REQUIRED ACTION: Begin at the first line below and copy each line exactly, ending with the line where "filter:drop-shadow(2px 0 #716b62)" appears.

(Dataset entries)
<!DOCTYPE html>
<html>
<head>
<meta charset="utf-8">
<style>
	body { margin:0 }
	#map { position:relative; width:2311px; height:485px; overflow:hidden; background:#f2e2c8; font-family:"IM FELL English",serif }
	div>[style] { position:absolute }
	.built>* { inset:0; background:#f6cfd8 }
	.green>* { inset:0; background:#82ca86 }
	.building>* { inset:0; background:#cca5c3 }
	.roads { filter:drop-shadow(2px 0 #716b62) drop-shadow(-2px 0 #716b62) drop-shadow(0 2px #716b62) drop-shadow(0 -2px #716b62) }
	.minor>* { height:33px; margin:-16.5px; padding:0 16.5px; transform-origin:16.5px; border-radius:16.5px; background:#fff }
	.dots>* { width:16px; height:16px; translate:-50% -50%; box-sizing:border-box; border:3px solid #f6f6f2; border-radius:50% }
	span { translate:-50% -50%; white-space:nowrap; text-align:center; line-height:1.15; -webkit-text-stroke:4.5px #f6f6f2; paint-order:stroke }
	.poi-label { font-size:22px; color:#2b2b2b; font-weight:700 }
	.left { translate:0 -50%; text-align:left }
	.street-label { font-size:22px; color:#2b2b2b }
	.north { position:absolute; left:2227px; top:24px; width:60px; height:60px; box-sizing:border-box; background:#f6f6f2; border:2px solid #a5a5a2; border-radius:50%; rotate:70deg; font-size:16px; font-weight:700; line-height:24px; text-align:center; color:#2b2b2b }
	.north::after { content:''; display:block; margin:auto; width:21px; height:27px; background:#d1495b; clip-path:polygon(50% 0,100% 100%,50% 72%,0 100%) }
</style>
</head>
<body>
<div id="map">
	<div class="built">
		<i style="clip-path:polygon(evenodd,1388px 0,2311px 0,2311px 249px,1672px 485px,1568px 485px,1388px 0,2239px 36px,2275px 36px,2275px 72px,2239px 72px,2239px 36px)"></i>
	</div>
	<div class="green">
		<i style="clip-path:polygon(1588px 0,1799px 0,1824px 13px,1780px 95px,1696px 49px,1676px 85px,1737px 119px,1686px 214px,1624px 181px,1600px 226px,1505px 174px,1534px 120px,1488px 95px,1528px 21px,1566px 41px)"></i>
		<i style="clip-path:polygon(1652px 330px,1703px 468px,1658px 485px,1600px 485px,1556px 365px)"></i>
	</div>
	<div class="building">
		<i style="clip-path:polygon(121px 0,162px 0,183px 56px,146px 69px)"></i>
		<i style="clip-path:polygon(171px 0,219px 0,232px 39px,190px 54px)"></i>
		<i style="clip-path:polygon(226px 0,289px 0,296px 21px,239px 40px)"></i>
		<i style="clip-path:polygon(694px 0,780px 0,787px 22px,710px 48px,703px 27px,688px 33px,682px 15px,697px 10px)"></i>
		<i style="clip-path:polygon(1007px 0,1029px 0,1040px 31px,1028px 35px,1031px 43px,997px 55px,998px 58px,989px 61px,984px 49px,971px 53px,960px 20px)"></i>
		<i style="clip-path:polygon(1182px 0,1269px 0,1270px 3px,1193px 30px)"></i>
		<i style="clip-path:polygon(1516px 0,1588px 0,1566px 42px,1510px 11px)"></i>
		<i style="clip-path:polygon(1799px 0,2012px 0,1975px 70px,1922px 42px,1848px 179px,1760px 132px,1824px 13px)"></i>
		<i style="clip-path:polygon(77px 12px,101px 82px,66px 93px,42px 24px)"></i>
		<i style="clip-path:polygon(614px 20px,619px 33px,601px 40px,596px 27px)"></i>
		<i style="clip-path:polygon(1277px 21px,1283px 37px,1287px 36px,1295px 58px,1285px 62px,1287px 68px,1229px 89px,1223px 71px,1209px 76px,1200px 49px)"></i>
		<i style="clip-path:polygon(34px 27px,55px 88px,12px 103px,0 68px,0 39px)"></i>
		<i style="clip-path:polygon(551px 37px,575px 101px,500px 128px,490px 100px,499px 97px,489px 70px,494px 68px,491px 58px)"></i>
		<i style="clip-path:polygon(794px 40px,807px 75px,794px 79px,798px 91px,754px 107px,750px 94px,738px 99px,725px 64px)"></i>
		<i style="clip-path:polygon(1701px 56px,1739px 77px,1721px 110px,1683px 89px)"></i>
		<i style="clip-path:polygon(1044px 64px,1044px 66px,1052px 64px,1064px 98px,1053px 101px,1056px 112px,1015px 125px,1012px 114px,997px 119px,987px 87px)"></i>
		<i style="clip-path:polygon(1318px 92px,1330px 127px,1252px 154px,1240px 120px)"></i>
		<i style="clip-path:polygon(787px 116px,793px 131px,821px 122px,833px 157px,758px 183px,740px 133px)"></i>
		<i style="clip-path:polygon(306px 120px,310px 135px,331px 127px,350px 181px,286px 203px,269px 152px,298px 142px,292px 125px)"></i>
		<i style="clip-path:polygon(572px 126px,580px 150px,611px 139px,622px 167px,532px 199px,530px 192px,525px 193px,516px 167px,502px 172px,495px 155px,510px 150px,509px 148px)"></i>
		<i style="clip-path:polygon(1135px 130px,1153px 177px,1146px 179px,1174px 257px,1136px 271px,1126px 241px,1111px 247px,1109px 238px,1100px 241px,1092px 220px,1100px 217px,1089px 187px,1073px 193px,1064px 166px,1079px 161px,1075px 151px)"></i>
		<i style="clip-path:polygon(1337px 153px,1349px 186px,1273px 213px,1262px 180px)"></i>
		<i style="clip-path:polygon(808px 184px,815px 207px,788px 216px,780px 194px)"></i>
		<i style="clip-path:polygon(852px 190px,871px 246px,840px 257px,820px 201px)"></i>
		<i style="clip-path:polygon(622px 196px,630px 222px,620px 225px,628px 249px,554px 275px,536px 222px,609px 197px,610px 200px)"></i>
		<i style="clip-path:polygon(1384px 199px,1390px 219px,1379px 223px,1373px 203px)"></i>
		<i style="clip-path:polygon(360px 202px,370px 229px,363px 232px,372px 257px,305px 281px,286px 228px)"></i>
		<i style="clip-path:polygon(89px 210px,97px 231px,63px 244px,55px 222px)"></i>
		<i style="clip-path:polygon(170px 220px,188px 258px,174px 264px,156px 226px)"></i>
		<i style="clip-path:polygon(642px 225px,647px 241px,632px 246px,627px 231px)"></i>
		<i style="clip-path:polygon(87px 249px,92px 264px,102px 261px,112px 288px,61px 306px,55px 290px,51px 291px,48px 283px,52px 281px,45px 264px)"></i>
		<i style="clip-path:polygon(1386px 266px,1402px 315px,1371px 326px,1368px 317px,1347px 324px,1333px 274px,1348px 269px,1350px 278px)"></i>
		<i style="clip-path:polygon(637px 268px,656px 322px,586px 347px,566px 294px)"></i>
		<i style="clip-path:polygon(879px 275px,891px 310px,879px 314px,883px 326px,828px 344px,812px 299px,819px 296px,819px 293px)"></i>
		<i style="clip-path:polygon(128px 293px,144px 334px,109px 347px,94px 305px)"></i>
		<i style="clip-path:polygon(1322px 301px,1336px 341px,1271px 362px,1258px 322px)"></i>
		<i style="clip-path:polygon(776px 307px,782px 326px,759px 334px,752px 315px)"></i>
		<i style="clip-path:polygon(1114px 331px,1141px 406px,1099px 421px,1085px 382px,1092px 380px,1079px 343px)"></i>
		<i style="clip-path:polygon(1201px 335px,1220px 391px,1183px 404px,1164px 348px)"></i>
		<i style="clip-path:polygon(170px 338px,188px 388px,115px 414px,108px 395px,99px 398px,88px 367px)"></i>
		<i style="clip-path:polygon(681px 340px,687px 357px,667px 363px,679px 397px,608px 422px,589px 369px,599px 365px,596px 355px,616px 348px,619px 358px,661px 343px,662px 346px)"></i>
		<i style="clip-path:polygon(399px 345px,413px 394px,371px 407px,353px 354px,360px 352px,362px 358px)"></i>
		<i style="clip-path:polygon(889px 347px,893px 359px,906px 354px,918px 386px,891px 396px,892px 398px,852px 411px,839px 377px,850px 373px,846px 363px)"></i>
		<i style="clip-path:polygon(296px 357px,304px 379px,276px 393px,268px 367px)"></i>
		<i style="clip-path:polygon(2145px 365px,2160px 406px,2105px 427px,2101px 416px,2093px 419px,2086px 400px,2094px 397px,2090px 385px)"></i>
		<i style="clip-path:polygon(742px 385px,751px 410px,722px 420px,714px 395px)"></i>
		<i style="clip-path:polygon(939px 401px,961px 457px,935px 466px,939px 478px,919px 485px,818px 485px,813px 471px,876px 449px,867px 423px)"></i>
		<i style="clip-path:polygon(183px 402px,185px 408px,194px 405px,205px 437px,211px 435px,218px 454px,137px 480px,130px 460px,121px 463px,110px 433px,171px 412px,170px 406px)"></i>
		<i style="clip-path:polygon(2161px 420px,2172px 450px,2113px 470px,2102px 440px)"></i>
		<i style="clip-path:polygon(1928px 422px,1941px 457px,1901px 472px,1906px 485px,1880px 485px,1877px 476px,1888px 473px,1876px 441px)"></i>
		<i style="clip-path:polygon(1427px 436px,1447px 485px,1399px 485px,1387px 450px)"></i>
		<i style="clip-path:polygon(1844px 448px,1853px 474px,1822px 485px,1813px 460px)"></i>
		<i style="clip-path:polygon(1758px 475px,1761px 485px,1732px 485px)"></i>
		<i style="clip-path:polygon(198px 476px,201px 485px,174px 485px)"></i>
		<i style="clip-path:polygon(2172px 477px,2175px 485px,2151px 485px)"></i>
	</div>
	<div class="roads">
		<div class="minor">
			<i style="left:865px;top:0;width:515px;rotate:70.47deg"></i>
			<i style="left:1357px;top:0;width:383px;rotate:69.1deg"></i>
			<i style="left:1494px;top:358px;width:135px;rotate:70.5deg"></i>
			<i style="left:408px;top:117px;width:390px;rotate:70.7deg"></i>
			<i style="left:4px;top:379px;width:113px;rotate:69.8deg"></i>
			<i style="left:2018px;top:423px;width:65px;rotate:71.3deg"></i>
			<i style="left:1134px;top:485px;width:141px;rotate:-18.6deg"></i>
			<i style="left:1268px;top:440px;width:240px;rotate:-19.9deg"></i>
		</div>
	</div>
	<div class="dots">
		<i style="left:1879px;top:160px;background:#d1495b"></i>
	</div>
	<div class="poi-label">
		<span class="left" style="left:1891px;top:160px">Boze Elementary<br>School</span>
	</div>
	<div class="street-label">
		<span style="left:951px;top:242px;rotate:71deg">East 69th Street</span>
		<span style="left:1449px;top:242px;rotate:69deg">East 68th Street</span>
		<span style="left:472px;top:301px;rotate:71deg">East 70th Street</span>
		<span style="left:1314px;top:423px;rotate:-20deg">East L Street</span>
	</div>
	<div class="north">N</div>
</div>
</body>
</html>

RESULT BELOW:
<!DOCTYPE html>
<html>
<head>
<meta charset="utf-8">
<style>
	body { margin:0 }
	#map { position:relative; width:2311px; height:485px; overflow:hidden; background:#f2e2c8; font-family:"IM FELL English",serif }
	div>[style] { position:absolute }
	.built>* { inset:0; background:#f6cfd8 }
	.green>* { inset:0; background:#82ca86 }
	.building>* { inset:0; background:#cca5c3 }
	.roads { filter:drop-shadow(2px 0 #716b62) drop-shadow(-2px 0 #716b62) drop-shadow(0 2px #716b62) drop-shadow(0 -2px #716b62) }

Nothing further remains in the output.